Italy tables controversial budget

Flickr/Luc Mercelis/CC BY-NC-ND 2.0
A view of Rome, Italy.

The Italian government triumphantly published its draft budget last week. According to The Financial Times, however, the ruling coalition of the anti-establishment Five Star Movement (M5S) and the far-right League is “charting a very dangerous path”.

The report notes “real and serious risks”, stemming as much from Rome’s attitude and behaviour as from the actual economic targets. Italy’s previous government committed last year to bring down its fiscal deficit to 0.8% of gross domestic product by next year and gradually turn it into a surplus in the two years after that.

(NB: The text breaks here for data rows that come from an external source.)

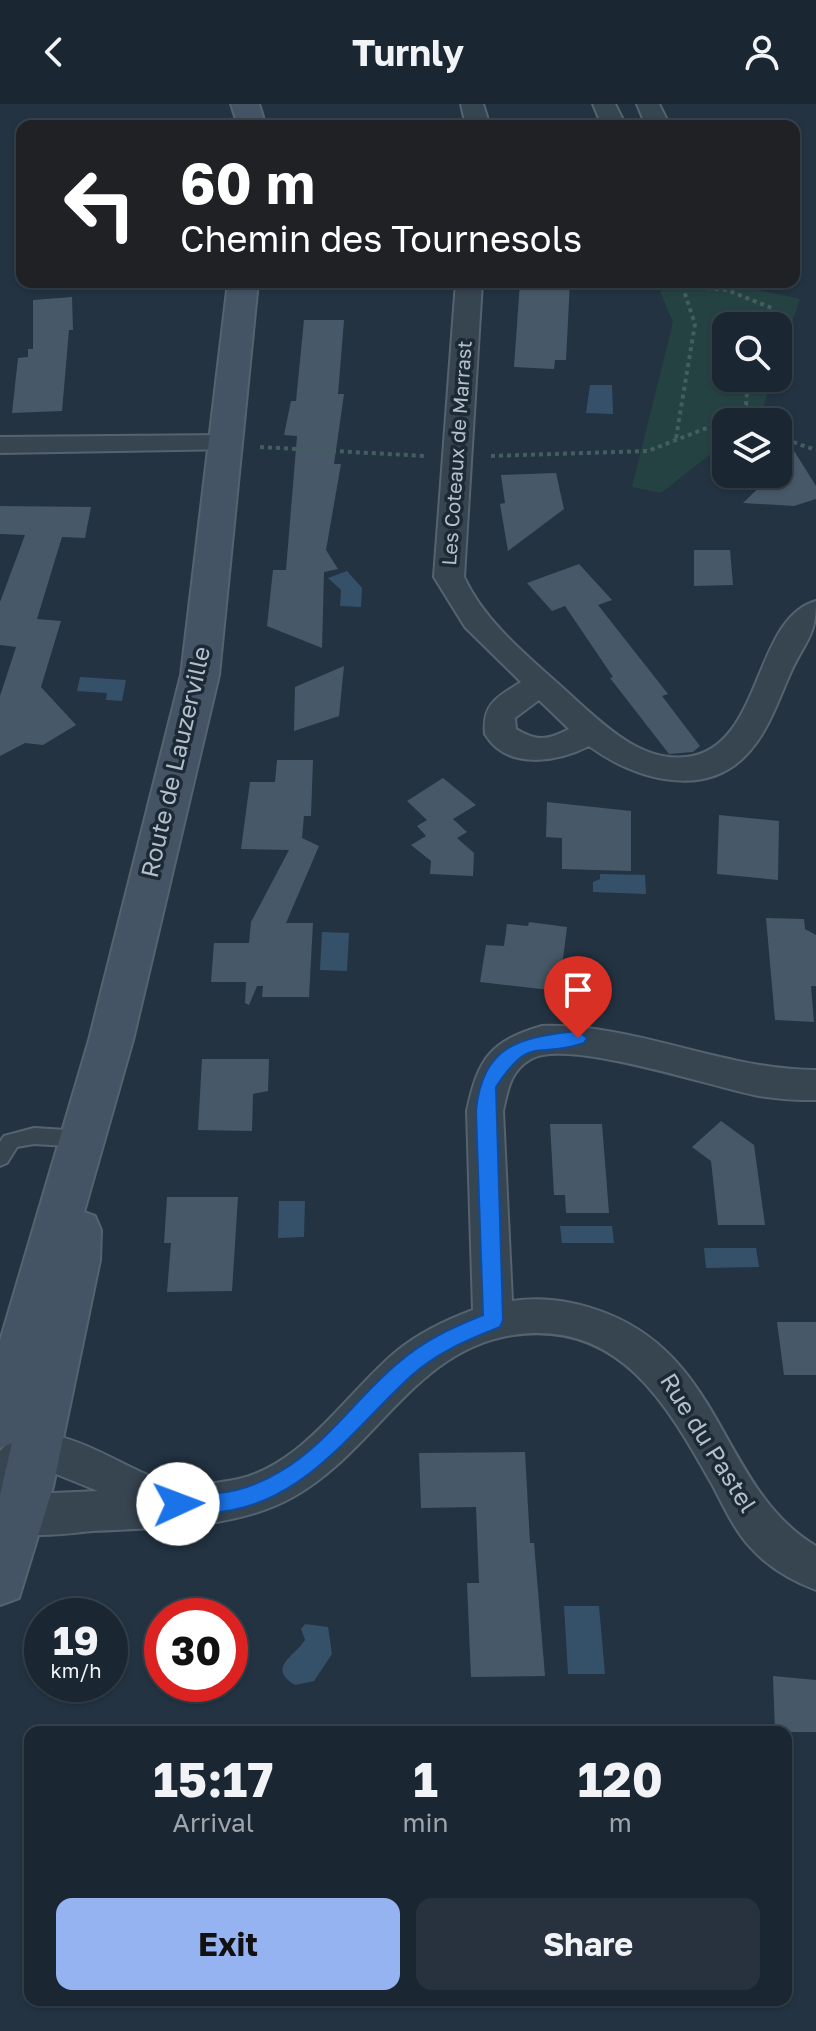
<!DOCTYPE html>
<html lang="en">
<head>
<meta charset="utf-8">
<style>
	body { margin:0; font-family:"Golos Text",sans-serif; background:#27323e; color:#f1f3f6; height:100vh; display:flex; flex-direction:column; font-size:30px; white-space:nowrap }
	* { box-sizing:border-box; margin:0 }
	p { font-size:26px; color:#9fa5ac }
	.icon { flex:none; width:44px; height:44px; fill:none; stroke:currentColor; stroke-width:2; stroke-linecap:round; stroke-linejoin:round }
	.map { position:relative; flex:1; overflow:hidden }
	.drawer { position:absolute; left:24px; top:1622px; width:768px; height:280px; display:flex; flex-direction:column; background:#1a2632; border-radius:16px; box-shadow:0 2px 6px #0004,0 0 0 2px #38434d }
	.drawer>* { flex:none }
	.hud { position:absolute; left:16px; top:16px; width:784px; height:168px; border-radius:16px; box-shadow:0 2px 6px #0004,0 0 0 2px #38434d; background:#202124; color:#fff; overflow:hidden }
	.buttons { position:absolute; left:712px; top:208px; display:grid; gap:16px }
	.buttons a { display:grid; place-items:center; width:80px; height:80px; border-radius:16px; background:#1a2632; box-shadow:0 2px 6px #0004,0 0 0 2px #38434d; font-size:40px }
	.speed { position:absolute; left:24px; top:1494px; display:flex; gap:16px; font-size:40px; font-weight:700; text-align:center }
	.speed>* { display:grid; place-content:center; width:104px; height:104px; border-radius:50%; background:#1a2632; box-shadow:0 2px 6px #0004,0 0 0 2px #38434d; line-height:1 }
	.speed small { font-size:20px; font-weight:400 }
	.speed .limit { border:12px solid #d22; background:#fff; color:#111 }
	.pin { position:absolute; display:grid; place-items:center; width:68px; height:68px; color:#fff; margin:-82px -34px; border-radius:50% 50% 50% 0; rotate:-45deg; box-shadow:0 0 8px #0007 }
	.pin .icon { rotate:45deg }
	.me { position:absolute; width:88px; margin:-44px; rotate:88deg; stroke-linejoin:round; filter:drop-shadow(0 0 6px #0008) }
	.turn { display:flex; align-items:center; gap:28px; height:168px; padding:0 32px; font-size:36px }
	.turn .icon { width:104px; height:104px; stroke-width:2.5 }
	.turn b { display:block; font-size:56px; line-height:68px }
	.eta { display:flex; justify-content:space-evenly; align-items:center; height:136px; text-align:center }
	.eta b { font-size:48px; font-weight:700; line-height:56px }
	.action { display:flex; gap:16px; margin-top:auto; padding:16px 32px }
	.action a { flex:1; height:92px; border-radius:16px; background:#95b2f1; color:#111; font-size:32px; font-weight:700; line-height:92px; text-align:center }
	.action a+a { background:#27323e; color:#f1f3f6 }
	header { display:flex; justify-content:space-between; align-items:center; height:104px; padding:0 32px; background:#1a2632; font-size:36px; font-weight:700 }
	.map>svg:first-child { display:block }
	.green { fill:#254243 }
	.water { fill:#35516a }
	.building { fill:#475968 }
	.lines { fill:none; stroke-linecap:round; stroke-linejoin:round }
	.lane-casing { stroke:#55626f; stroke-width:4 }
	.street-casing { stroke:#55626f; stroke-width:4 }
	.secondary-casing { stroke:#55626f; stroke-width:4 }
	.path { stroke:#435e5f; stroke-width:4; stroke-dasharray:4 4; stroke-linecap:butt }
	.lane { fill:#374551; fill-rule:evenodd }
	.street { fill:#374551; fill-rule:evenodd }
	.secondary { fill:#455465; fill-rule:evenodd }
	.route { fill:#1a73e8; stroke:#114b97; stroke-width:2 }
	.labels { text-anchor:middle; stroke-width:7; stroke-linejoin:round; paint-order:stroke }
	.far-street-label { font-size:20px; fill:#b4bfcc; stroke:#1c2a36 }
	.street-label { font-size:24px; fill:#b4bfcc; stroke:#1c2a36 }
</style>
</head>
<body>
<header><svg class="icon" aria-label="back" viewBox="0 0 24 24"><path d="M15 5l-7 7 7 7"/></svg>Turnly<svg class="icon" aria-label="person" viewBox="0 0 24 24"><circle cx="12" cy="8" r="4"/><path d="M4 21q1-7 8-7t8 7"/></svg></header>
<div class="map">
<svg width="816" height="1927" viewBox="0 0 816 1927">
	<rect width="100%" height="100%" fill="#233342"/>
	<path class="green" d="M 656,178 L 721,178 L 800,195 L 778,257 L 778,222 L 726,222 L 726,274 L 772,274 C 760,310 767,318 726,318 L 726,338 L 661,389 L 632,383 L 673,218 Z"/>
	<path class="water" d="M 590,281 L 612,281 L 613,310 L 586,309 Z
		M 347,467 L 362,484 L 361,503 L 340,502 L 341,486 L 328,474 Z
		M 80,573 L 126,576 L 122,597 L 106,596 L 107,589 L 77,587 Z
		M 600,770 L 645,771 L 646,790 L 593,788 L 593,778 L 600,775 Z
		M 322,828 L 349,829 L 347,867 L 320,866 Z
		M 279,1097 L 305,1097 L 304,1133 L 278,1134 Z
		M 560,1122 L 612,1122 L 614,1139 L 562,1139 Z
		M 704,1144 L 756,1144 L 759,1163 L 706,1164 Z
		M 564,1502 L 599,1502 L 605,1570 L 568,1570 Z
		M 305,1520 L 328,1523 L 332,1550 L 314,1577 L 295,1581 C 266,1564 295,1552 305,1536 L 301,1525 Z"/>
	<path class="building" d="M 520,178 L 570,178 L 566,256 L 555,256 L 554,265 L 514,263 Z
		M 72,193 L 73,226 L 69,226 L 62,307 L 12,309 L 18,254 L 28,253 L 28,245 L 33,245 L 33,196 Z
		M 304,216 L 344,216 L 338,290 L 344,290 L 334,360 L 341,360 L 326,446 L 338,465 L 324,468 L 322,544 L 267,522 L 273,466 L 286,466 L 297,332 L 284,331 L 291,297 L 296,297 Z
		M 778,321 L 816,382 L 816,395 L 794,402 L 743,399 L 773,370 L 778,370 Z
		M 556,369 L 564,405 L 508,447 L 500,400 L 505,399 L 501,371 Z
		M 0,402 L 91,403 L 85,434 L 62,433 L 37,515 L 61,517 L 41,583 L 76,621 L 43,641 L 25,639 L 0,652 L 0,592 L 16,543 L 0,541 L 0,498 L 25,431 L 0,430 Z
		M 694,446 L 730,446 L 733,481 L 694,482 Z
		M 579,460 L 612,496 L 598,501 L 668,590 L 662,592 L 700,642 L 693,648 L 669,650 L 610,574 L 613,573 L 565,502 L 552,507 L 527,479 Z
		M 344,562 L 339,612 L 294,627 L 295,583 Z
		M 277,656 L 313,656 L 311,712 L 304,712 L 302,734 L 319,742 L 286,819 L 313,819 L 309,893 L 262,893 L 263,882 L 257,882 L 249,901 L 245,899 L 246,878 L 211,878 L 214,839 L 249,839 L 251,818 L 289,746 L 241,745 L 250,678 L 275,678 Z
		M 443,674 L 476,701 L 453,715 L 467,728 L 457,734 L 474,749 L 473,772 L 430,770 L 431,757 L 411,741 L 426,732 L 417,722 L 427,716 L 407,697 Z
		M 547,698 L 631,707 L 631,767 L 562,765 L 562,734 L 546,733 Z
		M 719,711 L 779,717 L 778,776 L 717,770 Z
		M 766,814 L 804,815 L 805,825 L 816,831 L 816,882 L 811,882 L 814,918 L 775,916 Z
		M 529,818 L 567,823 L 559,887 L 480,878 L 486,841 L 504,842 L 507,820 L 528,822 Z
		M 202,955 L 269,955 L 268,987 L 253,990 L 252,1027 L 198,1026 Z
		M 721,1017 L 754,1041 L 765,1121 L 718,1121 L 711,1057 L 692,1043 Z
		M 550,1020 L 602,1020 L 609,1109 L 566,1109 L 565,1091 L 554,1091 Z
		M 167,1093 L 238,1093 L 232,1187 L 167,1188 L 171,1139 L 164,1139 Z
		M 777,1218 L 816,1218 L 816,1271 L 784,1271 Z
		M 525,1348 L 530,1439 L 534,1439 L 545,1572 L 471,1573 L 467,1479 L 479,1479 L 476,1403 L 421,1404 L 419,1349 Z
		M 773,1572 L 816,1576 L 816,1628 L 775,1628 Z"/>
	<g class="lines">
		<g class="lane-casing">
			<path id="lane" d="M 34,1024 L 83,1027 L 90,1030 L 92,1035 L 90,1040 L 83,1043 L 34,1040 L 17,1043 L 7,1059 L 0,1062 L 0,1038 L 4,1032 Z"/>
		</g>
		<g class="street-casing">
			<path id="street" d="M 461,0 L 483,0 L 490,22 L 466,22 Z
				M 593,0 L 615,0 L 626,22 L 602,22 Z
				M 637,0 L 659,0 L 670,22 L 646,22 Z
				M 456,178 L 482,178 L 464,473 C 487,523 538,560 577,597 C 607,624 643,658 686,653 C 763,645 752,515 816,497 C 816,534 804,538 790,570 C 778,597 768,628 747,650 C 704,697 632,674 589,642 C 558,658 507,667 485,630 C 482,600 497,593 521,578 L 465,523 L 434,473 ZM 539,596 L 569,625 C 548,636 537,638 516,625 L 515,614 Z
				M 226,331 L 236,333 L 240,339 L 236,345 L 0,349 L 0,333 Z
				M 542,922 C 635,919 723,966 816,966 L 816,996 C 795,996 775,995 754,991 C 710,982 566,934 531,955 C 510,967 508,985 503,1007 L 512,1197 C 544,1192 578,1198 608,1210 C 725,1257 722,1386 816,1442 L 816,1486 C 792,1477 768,1463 751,1444 C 735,1427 724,1403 713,1382 C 668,1302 620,1215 513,1231 C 414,1246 375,1348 293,1393 C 234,1426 159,1423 93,1427 C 66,1429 19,1439 0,1417 L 0,1347 C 45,1296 128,1374 179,1381 C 194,1383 213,1379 228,1377 C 301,1367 345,1289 398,1246 C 421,1228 446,1216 473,1206 L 467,1007 C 478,955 490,937 542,922 ZM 40,1366 L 46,1366 L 98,1387 L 30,1390 L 17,1375 Z"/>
		</g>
		<g class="secondary-casing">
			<path id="secondary" d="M 231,0 L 259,0 L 266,22 L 238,22 Z
				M 228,178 L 258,178 L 219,571 L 133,936 L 84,1108 L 95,1112 L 101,1126 L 100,1156 L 53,1383 L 19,1494 L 0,1501 L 0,1391 L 12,1339 L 0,1344 L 0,1237 L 89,936 L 181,571 Z"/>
		</g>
		<path class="path" d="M 683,182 L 727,186 L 774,205 L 772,222
			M 727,316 L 746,301 L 748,274
			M 778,333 L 816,346
			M 676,334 L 695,220 L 681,178
			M 260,343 L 425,352
			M 491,352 L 648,347 L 727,316 L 732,318"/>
		<use href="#lane" class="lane"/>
		<use href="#street" class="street"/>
		<use href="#secondary" class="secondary"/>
	</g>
	<path class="route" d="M 578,927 L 587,934 L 584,939 C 534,956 532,929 496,983 L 503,1216 L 500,1223 C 467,1236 436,1249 410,1273 C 349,1329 298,1407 206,1409 C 194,1410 182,1412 170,1407 L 167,1400 L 170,1393 C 185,1388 202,1391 219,1389 C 240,1387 263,1378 281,1367 C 328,1339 357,1293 398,1259 C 424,1236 451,1224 483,1211 L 476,1007 C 482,941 520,933 578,927 Z"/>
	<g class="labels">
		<g class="far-street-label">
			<text transform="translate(457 349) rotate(-86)" y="7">Les Coteaux de Marrast</text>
		</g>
		<g class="street-label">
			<text transform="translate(176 658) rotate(-77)" y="8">Route de Lauzerville</text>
			<text transform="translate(708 1339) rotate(58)" y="8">Rue du Pastel</text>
		</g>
	</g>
</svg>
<div class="buttons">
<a><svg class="icon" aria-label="search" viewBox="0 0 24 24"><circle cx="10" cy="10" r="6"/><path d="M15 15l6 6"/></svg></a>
<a><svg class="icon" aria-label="layers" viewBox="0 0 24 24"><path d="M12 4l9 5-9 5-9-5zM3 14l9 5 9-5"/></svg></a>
</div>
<div class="speed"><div>19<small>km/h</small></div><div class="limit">30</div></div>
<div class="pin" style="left:578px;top:934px;background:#d93025"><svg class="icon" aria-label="arrive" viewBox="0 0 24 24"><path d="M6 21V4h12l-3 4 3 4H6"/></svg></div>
<svg class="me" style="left:178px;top:1400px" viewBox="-20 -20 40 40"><circle r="19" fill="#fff"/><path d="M0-13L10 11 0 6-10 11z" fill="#1a73e8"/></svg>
<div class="hud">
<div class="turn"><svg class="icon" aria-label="left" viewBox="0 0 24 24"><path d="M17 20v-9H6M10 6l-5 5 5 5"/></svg><div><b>60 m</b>Chemin des Tournesols</div></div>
</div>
<section class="drawer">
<div class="eta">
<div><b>15:17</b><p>Arrival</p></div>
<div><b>1</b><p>min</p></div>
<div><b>120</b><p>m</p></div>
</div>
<div class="action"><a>Exit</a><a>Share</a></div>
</section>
</div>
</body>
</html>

As for the 2.4% deficit goal, the government signalled late on September 27 that it is way above the kind of figure the EU or the markets could reasonably live with.

Rather than helping reduce Italy’s public debt – the eurozone’s largest, as a percentage of GDP, after Greece – the draft budget calls for potentially unsustainable spending. By the time these plans reach Brussels for formal approval, the targets may have grown looser still.

In a separate report, the Italian news agency ANSA noted that the Milan stock exchange’s FTSE Mib index shed 3.72%, with bank stocks hit particularly hard. It also noted that some €22bn in share capital went up in smoke due to the market’s dim view of Italy’s first populist government’s first budget.

Italy’s Interior Minister and leader of the far-right League Matteo Salvini, who also serves as Deputy Prime Minister, was quoted as saying: “We consider ourselves to be working for the country’s growth, to give back faith, hope, energy and work. So, I’m happy with what we’ve done over the last four months and what we will do over the next four years”.

The other deputy premier, anti-establishment 5-Star Movement (M5S) leader Luigi Di Maio, said on September 28 that the government was not looking for a fight with the Commission.

“Now dialogue will start with the EU and the big private investors and we do not intend to have a clash,” Labour and Industry Minister Di Maio said.

According to The Financial Times, Italy’s Economy Minister Giovanni Tria is said to have wanted to keep the deficit under 2% but he seems to have caved in to pressure from the M5S and its government coalition partner, Salvini’s League party.

Both Di Maio and Salvini have hailed the budget’s inclusion of first steps towards a universal basic income, the M5S’s flagship pledge, and an overhaul of the unpopular 2011 Fornero pension reform, the League’s hobby-horse, as well as tax cuts.

Meanwhile, Pierre Moscovici, the EU’s economy commissioner, said it’s likely that the structural deficit will increase, and we have various possible responses once we have evaluated the budget. He also noted that there is no interest in a crisis between the Commission and Italy.

“Sanctions are theoretically possible, they are foreseen in the treaties, but sanctions are not my spirit and they never have been,” he said. “The rules should be respected, and these rules are not stupid. If the debt rises, we create an unstable situation.”